Travel: Another summer over, another tour operator collapses

This week, the Monday morning casualty was SunTours, whose financial failure wrecked the plans of thousands of British holidaymakers. Simon Calder assesses the damage from the latest collapse in the chequered history of Britain's package holiday industry.

Q British travellers are used to tour operator collapses. Was this one a surprise?

A Yes. While it's true that collapses normally take place in autumn, when all the bills come in, no one was expecting a big bankruptcy this year. The whole travel industry has had a bumper summer, with prices firm and demand especially high in SunTours' main market, Turkey.

Q There's a lot of confusion about company names in the travel industry. Who exactly was SunTours, and how important was it?

A SunTours, a Turkish-backed company, was nothing to do with Airtours, Britain's second-biggest operator, or Sunworld - another relatively large and successful holiday firm. In terms of numbers, SunTours was substantial but distinctly second-division, taking about 135,000 British people abroad each year.
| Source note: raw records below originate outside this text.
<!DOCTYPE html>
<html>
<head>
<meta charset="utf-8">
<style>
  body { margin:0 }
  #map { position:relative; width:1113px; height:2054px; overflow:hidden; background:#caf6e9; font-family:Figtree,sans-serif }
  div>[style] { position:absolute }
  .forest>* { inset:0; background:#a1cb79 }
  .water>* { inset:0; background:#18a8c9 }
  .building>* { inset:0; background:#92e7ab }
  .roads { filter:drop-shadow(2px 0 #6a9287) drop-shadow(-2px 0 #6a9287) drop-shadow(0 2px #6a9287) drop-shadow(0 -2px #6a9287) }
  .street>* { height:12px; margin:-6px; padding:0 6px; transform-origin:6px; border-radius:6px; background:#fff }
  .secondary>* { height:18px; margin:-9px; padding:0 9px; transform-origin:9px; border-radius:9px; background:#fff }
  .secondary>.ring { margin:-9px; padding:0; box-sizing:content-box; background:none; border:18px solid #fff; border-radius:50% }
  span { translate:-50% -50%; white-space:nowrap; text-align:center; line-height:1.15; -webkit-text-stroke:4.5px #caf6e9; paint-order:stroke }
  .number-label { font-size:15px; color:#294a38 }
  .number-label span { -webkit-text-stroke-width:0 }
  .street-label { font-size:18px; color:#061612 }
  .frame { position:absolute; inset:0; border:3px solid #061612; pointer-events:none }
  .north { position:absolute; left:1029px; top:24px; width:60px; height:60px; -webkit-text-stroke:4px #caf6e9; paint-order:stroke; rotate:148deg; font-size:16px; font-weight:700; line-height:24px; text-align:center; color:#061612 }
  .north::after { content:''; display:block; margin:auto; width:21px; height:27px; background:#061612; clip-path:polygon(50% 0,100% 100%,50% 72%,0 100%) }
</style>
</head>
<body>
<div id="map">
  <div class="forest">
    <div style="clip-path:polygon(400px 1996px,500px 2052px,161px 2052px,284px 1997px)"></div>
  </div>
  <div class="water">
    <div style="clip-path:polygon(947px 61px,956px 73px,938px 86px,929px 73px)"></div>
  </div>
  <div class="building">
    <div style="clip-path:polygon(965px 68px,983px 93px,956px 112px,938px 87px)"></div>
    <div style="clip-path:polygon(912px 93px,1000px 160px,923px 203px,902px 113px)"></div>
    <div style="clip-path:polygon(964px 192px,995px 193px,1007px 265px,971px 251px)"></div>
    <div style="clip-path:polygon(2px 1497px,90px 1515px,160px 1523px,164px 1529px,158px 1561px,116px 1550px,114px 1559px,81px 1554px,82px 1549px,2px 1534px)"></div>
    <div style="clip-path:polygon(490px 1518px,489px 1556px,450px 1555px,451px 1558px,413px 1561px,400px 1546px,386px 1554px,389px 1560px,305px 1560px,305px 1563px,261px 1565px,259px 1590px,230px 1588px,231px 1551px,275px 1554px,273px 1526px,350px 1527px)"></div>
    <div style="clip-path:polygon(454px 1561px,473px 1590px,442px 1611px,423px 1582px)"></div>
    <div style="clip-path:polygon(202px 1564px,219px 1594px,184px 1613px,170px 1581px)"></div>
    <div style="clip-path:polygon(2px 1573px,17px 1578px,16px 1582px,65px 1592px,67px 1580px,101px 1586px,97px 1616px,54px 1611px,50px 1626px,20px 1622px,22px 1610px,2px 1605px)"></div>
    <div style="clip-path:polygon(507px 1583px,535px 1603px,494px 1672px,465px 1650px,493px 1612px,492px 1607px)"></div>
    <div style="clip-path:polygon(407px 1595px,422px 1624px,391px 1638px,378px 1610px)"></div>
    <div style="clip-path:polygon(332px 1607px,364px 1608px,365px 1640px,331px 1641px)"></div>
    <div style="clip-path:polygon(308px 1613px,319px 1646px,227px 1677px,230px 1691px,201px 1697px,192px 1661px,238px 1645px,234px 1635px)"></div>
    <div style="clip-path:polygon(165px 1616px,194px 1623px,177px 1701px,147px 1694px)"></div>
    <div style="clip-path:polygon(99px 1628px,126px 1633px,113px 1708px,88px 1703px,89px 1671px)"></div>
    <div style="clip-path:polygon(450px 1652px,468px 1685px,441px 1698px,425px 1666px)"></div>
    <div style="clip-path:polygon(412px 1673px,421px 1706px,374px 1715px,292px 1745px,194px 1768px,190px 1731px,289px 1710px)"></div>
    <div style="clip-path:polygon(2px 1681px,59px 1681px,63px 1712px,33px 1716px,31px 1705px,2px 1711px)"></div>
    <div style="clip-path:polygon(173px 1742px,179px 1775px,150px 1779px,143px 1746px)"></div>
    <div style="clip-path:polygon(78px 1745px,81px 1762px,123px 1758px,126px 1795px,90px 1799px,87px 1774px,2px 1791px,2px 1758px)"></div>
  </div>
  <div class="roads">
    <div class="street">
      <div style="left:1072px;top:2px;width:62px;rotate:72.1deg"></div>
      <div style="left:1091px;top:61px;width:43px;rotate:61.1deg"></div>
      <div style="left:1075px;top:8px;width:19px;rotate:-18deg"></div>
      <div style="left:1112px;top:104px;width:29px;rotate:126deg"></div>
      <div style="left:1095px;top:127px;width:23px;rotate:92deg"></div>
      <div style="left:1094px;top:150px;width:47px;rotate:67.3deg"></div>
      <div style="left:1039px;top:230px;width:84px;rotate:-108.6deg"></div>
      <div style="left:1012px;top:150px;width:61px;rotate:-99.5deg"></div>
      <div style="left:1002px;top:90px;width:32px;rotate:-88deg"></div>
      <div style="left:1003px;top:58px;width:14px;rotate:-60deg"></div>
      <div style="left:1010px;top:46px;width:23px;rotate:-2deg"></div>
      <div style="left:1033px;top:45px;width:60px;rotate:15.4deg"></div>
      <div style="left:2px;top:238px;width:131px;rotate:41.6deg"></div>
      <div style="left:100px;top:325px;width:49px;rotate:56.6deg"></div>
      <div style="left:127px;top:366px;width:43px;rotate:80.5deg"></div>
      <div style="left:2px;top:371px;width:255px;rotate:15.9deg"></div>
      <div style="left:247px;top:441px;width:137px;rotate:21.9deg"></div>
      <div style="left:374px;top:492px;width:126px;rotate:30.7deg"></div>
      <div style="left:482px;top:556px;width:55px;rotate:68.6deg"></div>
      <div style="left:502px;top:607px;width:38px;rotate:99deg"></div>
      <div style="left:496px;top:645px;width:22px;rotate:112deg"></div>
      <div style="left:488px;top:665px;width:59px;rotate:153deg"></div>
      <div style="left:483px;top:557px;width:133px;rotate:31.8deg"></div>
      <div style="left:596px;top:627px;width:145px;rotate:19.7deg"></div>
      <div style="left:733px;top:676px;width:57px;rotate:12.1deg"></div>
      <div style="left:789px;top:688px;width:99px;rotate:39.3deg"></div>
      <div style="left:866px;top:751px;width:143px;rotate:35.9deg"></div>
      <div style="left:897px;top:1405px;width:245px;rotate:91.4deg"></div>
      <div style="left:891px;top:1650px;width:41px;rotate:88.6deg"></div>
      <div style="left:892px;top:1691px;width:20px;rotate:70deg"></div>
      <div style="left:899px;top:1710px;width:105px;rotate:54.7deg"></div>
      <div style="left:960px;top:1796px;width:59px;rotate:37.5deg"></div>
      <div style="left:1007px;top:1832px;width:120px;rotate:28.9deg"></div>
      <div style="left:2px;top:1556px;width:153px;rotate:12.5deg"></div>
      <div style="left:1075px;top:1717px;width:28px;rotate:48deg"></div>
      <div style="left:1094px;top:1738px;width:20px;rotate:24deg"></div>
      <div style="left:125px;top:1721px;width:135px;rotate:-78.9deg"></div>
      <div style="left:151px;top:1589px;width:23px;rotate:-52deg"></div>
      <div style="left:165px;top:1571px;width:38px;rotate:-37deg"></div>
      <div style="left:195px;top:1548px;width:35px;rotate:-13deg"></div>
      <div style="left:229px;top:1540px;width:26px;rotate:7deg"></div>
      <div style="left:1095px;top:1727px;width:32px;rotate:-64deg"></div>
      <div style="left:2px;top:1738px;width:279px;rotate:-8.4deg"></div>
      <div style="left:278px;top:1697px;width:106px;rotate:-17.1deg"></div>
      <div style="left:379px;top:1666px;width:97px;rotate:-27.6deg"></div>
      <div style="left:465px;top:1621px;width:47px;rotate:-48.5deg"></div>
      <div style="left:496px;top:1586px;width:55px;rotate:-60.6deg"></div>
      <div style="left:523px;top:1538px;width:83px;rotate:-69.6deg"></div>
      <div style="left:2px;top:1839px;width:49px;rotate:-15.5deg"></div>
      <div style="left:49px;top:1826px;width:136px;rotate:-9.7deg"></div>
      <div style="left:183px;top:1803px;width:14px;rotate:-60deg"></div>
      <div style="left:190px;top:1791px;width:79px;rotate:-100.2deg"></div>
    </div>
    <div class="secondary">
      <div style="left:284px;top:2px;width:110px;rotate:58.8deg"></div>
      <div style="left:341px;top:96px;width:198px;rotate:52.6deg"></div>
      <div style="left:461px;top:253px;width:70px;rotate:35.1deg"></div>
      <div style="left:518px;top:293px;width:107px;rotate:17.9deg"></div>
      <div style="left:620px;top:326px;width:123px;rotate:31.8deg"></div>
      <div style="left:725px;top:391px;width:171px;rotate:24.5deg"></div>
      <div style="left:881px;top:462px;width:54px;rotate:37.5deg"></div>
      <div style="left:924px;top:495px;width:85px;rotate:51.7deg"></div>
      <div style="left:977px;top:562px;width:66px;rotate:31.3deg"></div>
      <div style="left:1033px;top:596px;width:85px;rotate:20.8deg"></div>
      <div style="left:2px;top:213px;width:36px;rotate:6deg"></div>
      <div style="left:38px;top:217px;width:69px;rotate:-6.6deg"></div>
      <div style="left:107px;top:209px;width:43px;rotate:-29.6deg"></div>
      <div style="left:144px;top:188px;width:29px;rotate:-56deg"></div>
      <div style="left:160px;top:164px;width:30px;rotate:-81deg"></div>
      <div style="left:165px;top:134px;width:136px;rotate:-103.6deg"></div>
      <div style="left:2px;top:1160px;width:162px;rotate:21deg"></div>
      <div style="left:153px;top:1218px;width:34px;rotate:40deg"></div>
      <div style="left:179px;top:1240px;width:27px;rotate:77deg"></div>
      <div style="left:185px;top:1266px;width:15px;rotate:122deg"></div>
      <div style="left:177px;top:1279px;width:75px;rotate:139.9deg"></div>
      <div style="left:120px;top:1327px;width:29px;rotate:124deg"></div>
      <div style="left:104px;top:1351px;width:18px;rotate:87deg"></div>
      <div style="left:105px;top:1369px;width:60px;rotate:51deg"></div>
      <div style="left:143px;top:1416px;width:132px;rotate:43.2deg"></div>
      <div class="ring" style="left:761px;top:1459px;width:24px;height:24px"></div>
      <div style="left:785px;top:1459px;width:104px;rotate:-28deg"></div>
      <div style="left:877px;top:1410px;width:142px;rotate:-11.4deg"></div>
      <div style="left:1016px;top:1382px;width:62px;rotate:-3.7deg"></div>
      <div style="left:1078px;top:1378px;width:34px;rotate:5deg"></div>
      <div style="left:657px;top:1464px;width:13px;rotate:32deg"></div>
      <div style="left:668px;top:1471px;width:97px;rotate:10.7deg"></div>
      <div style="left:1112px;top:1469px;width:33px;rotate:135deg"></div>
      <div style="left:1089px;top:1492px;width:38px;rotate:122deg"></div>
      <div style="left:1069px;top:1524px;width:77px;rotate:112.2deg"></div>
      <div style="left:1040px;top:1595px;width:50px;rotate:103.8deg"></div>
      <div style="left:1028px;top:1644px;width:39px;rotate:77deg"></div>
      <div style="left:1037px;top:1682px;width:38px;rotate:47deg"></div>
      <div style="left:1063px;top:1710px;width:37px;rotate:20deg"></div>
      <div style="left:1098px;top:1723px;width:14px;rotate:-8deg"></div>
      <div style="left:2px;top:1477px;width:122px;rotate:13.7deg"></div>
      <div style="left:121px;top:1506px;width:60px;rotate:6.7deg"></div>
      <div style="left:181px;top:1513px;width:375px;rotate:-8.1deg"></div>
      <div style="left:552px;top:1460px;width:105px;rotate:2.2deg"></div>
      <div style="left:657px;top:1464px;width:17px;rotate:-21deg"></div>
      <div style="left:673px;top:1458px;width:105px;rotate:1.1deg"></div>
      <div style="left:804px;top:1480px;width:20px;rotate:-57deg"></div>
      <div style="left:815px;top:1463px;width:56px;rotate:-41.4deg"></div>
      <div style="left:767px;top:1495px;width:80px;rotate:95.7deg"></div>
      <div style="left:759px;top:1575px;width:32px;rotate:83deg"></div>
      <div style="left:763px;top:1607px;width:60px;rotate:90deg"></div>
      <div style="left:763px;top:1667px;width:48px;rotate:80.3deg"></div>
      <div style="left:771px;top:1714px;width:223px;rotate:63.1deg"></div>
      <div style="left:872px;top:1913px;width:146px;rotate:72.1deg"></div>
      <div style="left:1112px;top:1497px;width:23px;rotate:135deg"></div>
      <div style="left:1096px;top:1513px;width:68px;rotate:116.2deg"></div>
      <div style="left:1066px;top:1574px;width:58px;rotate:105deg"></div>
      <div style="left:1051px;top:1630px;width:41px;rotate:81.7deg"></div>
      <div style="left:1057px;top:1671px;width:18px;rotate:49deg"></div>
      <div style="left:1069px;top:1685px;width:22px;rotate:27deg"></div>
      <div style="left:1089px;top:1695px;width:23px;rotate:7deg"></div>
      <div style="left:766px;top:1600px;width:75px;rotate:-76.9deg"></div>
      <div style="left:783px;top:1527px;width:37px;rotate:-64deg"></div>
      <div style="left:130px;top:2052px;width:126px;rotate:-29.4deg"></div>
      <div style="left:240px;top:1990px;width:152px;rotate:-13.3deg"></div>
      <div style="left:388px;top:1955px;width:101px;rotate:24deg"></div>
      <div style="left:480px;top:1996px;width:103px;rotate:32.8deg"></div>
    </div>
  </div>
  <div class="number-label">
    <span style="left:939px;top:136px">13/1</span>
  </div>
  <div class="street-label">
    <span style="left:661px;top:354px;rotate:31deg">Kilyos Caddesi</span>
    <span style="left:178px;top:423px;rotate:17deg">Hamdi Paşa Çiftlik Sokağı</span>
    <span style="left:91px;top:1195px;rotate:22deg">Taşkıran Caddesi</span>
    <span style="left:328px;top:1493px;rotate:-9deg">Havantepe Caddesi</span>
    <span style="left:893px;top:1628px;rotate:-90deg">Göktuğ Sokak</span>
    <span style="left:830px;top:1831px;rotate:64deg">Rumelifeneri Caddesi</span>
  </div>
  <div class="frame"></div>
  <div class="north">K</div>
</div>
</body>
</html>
Q What happens to people who've booked with SunTours - or those already on holiday?

A The several thousand British holidaymakers at present abroad with the company are being brought back more or less on schedule. No SunTours customer will be allowed to begin their holiday - the chances are that there wouldn't be a plane to take them anyway. But the Civil Aviation Authority (CAA), which polices the package holiday industry, will make sure they get all their money back under the ATOL bonding scheme.
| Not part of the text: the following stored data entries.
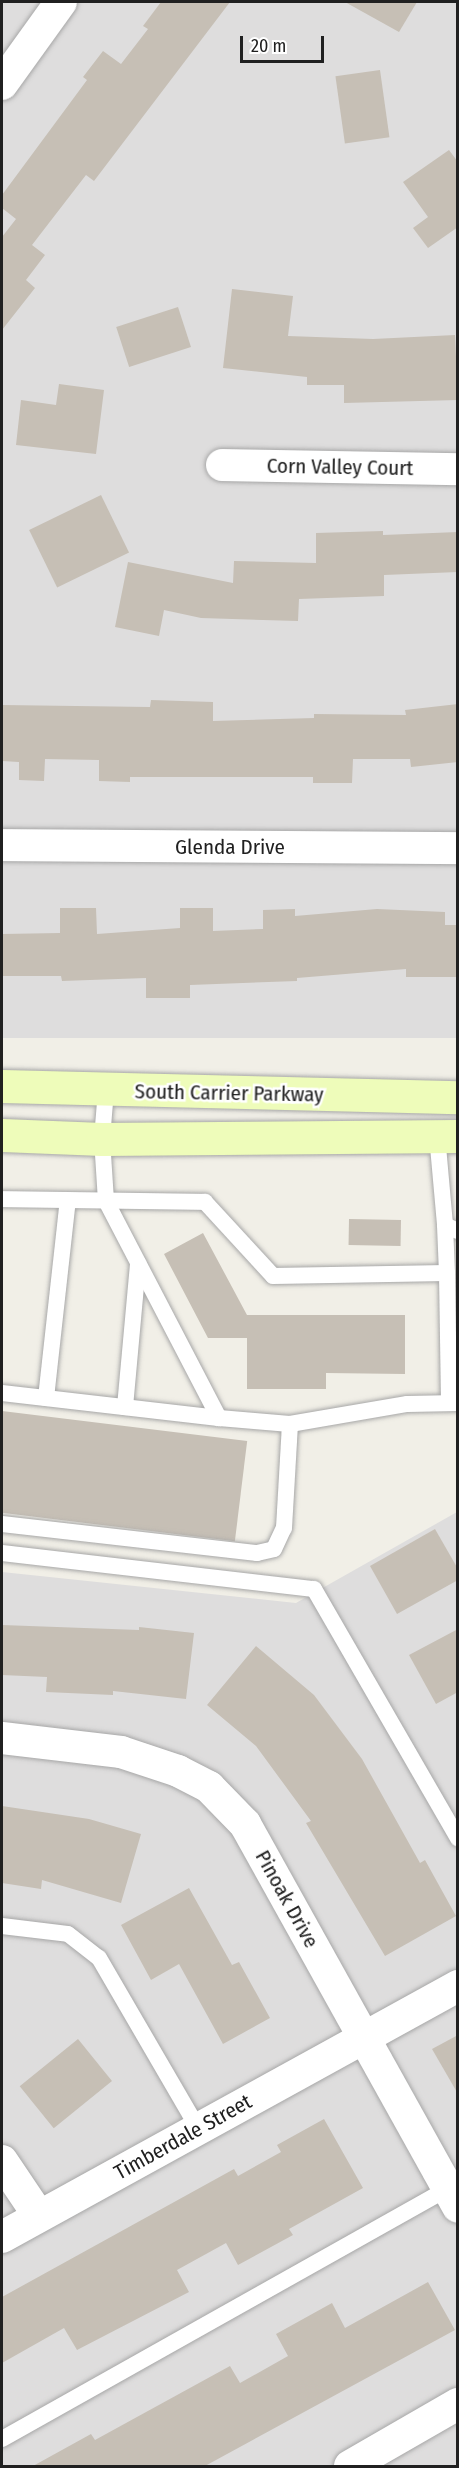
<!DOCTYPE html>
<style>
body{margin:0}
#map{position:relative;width:459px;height:2468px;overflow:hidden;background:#f1efe7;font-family:"Fira Sans Condensed",sans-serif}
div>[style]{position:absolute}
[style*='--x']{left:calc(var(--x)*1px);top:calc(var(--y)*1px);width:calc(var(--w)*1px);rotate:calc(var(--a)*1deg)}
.residential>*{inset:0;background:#dedddd;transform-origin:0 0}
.building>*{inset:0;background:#c6bfb5;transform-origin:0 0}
.roads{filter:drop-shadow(0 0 2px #a7a7a7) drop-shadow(0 0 2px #a7a7a7)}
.lane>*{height:16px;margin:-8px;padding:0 8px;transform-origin:8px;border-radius:8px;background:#fff}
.street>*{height:32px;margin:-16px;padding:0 16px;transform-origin:16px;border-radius:16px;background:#fff}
.secondary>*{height:33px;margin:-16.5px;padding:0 16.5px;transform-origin:16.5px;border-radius:16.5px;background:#eefcba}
span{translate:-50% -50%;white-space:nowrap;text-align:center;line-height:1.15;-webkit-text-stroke:5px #fff;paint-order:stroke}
.street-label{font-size:21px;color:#202020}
.frame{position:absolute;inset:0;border:3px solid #202020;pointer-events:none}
.scale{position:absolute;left:240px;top:36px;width:84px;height:27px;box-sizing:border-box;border:3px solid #202020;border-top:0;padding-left:8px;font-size:18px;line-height:21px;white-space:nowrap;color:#202020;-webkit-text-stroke:4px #fff;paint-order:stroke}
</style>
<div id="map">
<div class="residential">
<i style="left:2px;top:2px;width:455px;height:1036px"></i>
<i style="clip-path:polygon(457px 1512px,457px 2466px,2px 2466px,2px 1572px,296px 1603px)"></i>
</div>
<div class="building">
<i style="clip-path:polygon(161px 2px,230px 2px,94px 181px,86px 175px,32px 245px,45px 255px,26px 280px,35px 288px,2px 330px,2px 237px,16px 219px,2px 208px,2px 195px,87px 80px,83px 77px,103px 51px,121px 64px,148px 29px,143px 26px)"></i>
<i style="clip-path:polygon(345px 2px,417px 2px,399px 32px)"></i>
<i style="left:380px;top:70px;width:68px;height:45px;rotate:82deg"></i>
<i style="clip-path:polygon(449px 150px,458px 162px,458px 227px,428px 248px,413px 228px,428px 217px,403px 182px)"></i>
<i style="clip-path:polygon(232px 289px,293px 296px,288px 336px,373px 339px,455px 335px,458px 400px,344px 403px,344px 385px,307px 385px,307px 377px,223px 368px)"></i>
<i style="left:178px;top:307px;width:42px;height:65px;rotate:72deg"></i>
<i style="clip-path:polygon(59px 384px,104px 390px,96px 454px,16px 445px,21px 400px,56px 405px)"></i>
<i style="left:101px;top:495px;width:64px;height:80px;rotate:64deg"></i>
<i style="clip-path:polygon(383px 531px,383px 535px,458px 532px,458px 572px,384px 575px,384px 596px,299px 599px,298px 621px,201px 618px,164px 610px,159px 636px,115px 627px,128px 562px,233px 583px,234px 561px,316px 563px,316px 533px)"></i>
<i style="clip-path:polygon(151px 700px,213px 702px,213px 721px,314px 718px,314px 714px,406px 715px,405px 710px,458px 704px,458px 762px,411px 767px,410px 759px,353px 759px,352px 783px,313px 783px,313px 777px,130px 777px,130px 782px,99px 781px,99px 760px,45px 759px,44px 781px,19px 780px,19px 762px,2px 761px,2px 705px,150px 707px)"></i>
<i style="clip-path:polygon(60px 908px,96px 908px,97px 934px,180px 928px,180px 908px,213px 908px,213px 931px,263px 929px,263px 910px,295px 909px,295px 916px,377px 909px,445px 912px,445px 925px,458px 925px,458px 977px,406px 977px,406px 969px,297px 978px,297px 981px,190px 985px,190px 998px,146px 998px,146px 978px,62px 981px,61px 976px,2px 976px,2px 934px,60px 933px)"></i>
<i style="left:349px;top:1219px;width:52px;height:26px;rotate:1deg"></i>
<i style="clip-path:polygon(203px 1233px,247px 1315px,405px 1315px,405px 1374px,326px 1373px,326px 1389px,247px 1389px,247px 1338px,208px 1338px,164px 1254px)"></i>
<i style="left:2px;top:1411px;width:247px;height:101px;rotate:7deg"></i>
<i style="clip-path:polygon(435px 1529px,458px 1569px,458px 1580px,397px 1614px,370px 1566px)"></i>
<i style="clip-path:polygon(2px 1625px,139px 1630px,139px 1627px,194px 1633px,186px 1699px,113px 1691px,113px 1695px,46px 1692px,47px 1677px,2px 1675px)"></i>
<i style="clip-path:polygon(458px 1629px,458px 1692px,436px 1704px,409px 1655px)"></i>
<i style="clip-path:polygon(256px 1646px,314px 1695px,362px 1759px,420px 1863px,425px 1860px,456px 1916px,385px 1956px,306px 1823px,311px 1821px,256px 1746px,207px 1705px)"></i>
<i style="clip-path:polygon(2px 1806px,89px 1819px,141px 1834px,121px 1903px,42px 1880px,41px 1889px,2px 1883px)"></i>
<i style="clip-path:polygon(189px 1888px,232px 1965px,239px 1962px,270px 2018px,223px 2044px,179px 1964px,151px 1980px,121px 1925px)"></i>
<i style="clip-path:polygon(458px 2035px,458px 2094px,432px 2049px)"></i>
<i style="left:78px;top:2039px;width:54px;height:75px;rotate:51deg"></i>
<i style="clip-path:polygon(324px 2119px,363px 2188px,289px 2229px,293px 2235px,238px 2265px,226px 2243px,177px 2270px,189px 2292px,77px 2350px,64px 2328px,2px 2363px,2px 2297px,234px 2169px,238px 2176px,281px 2152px,277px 2145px)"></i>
<i style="clip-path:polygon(428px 2282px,455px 2330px,205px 2466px,33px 2466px,91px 2434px,95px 2440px,230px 2366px,240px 2383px,288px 2356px,276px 2334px,332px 2303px,345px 2328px)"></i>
</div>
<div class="roads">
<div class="lane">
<i style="--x:106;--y:1090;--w:49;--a:94.7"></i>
<i style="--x:102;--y:1139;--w:62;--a:86.3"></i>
<i style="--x:106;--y:1201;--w:245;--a:62.5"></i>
<i style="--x:219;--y:1418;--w:71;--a:4.8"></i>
<i style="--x:437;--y:1135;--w:90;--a:84.9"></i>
<i style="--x:445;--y:1225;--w:14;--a:25"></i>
<i style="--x:2;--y:1199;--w:203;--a:0.8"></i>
<i style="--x:205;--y:1202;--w:100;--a:47.4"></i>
<i style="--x:273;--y:1276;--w:174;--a:-1"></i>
<i style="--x:447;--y:1273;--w:48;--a:-92.4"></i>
<i style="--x:447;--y:1273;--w:130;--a:89.1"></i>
<i style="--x:2;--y:1393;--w:218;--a:6.6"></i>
<i style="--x:46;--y:1398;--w:199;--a:-83.7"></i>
<i style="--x:125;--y:1407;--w:144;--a:-84.8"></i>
<i style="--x:2;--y:1524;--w:257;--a:6.5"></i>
<i style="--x:257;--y:1553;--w:17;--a:-13"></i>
<i style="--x:274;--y:1549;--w:23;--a:-65"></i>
<i style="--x:284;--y:1528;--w:104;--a:-86.7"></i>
<i style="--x:290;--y:1424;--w:119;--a:-9.7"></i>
<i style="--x:407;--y:1404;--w:51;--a:-1.1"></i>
<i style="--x:2;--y:1553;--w:314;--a:6.6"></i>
<i style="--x:314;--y:1589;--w:288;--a:60"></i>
<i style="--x:2;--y:1926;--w:66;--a:6.9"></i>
<i style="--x:68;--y:1934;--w:39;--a:38"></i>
<i style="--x:99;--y:1958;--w:197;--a:59.8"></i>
<i style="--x:2;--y:2439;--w:510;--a:-29.33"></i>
</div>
<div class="street">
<i style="--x:2;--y:84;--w:101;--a:-54.3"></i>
<i style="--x:222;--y:465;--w:236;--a:1"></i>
<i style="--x:2;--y:845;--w:456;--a:0.4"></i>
<i style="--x:2;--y:1738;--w:120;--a:6.7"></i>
<i style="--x:121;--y:1752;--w:60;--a:18.4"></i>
<i style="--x:178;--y:1771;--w:35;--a:27"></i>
<i style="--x:209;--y:1787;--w:52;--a:45.8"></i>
<i style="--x:245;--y:1824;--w:438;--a:60.9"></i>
<i style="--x:2;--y:2161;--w:66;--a:56.1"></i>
<i style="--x:2;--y:2237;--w:521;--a:-28.83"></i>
<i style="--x:350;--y:2466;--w:125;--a:-29.9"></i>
</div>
<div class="secondary">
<i style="--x:2;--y:1086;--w:456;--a:1.4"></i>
<i style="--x:2;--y:1135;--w:100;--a:2.3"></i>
<i style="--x:102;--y:1139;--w:356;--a:-0.5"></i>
</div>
</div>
<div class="street-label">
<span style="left:340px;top:467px;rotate:1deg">Corn Valley Court</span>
<span style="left:230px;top:847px">Glenda Drive</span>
<span style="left:229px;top:1093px;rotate:1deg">South Carrier Parkway</span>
<span style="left:287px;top:1899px;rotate:61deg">Pinoak Drive</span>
<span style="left:183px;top:2137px;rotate:-29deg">Timberdale Street</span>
</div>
<div class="frame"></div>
<div class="scale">20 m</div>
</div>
Indeed, although the CAA has a dedicated line for SunTours clients (0171- 832 5600), there should be no need to call: within hours of the collapse, CAA staff were sending out claim forms to people booked with the failed company.

Q That's not much compensation if you were expecting an October holiday. Is there much chance of finding another one at this late stage?

A There should be no problem with availability. We're in the last month of the summer season, when tour operators start selling off spare aircraft seats and hotel beds for any price they can get. Other companies have more than enough capacity for the 15,000 SunTours clients booked to travel in the next month, particularly in "troubled" areas like Kenya and Egypt.

One difficulty is that the refund, though guaranteed, will not arrive for a couple of months. So either you'll have to decide if you can afford to stump up for another holiday, or hope that your travel agent will decide to book you with a different company without paying out a second time.

The other problem affects people who had booked holidays at Christmas, when demand always exceeds supply. Capacity released by the SunTours collapse is already being snapped up by other operators; to secure your Yuletide break you must re-book now.

Q Can't something be done to reduce the depressing number of travel companies that go bust?

A Not as long as the British demand holidays at lower prices than any other country in Europe. For a typical package, German, Dutch or Scandinavian holidaymakers will pay about one-third more than those from Britain.

The UK is the bargain basement of the travel industry, and margins are squeezed so much that there is no room for error. Towards the end of its life, SunTours was offering short breaks in Istanbul for the entertainingly low price of pounds 99, well below cost. The company's clients are now benefitting from all the previous collapses in the three decades of mass-market package travel: the mechanism for rescuing holidaymakers and refunding money is now honed to perfection.